>>>>>

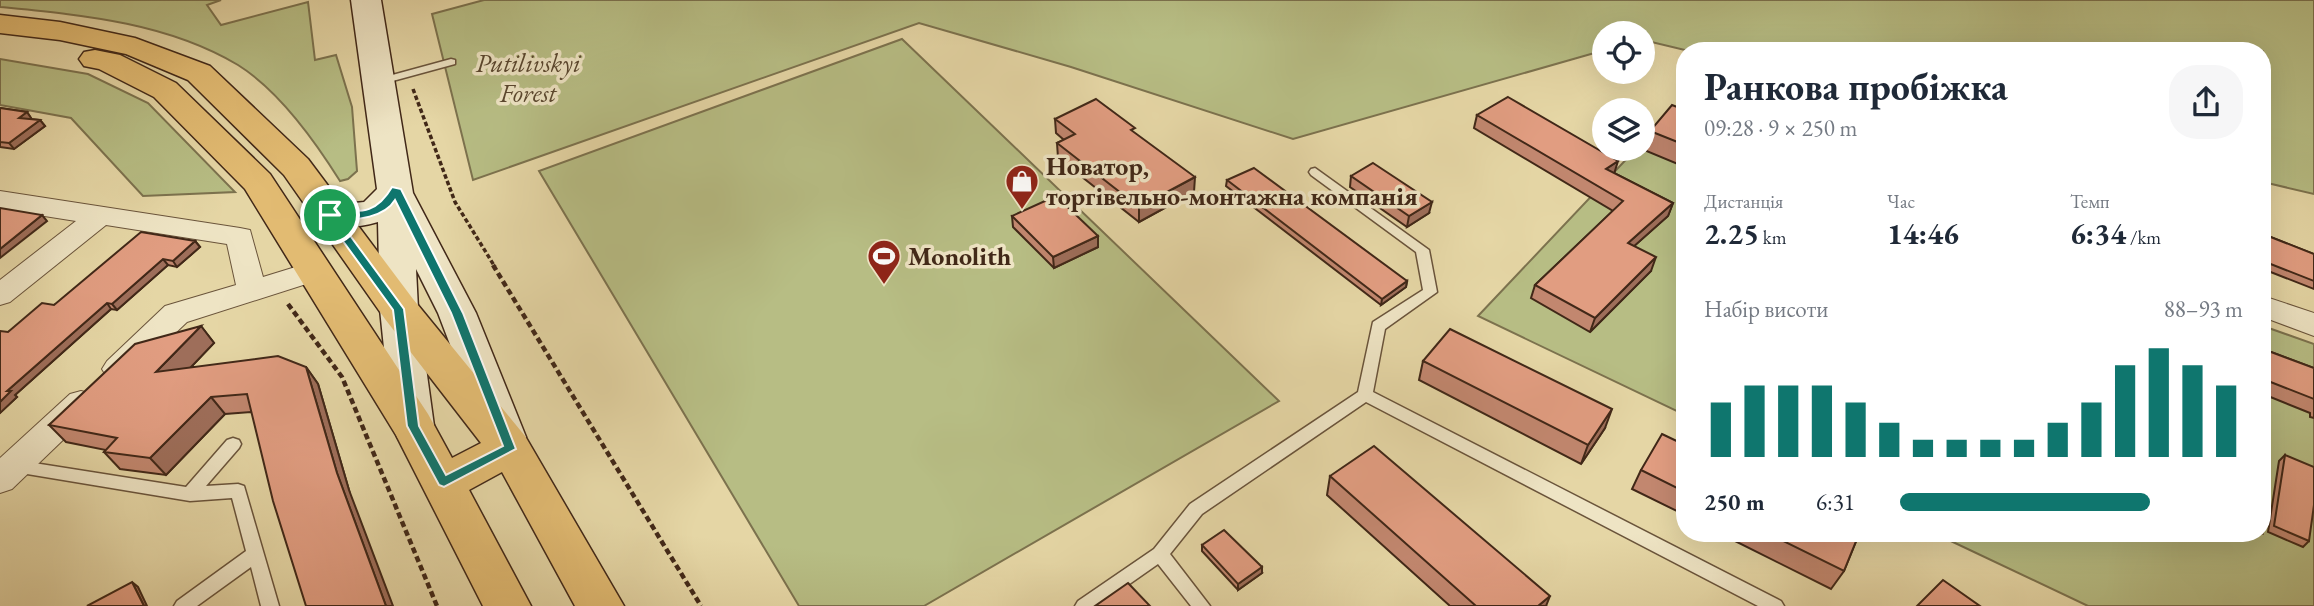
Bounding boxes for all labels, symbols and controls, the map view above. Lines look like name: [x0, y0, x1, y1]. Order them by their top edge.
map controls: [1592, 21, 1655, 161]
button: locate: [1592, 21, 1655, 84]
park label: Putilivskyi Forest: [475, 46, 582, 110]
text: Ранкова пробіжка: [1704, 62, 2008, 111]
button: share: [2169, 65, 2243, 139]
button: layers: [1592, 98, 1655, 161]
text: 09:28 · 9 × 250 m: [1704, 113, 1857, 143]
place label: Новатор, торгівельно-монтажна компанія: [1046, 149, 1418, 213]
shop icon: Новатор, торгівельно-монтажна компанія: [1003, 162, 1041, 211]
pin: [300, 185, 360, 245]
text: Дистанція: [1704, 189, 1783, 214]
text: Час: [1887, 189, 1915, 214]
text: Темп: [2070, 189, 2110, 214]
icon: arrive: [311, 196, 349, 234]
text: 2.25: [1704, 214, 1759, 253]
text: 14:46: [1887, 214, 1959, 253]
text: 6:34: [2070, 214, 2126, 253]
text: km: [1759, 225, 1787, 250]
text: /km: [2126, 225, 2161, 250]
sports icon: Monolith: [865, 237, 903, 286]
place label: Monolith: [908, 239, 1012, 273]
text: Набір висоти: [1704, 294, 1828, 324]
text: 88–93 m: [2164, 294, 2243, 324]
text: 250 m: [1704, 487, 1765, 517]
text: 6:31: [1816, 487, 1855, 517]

<<<<<

• **Task item**: Go through the entries above and report how many lines hold the word "компанія". Nothing but the number is needed.

• **Answer to the exercise**: 2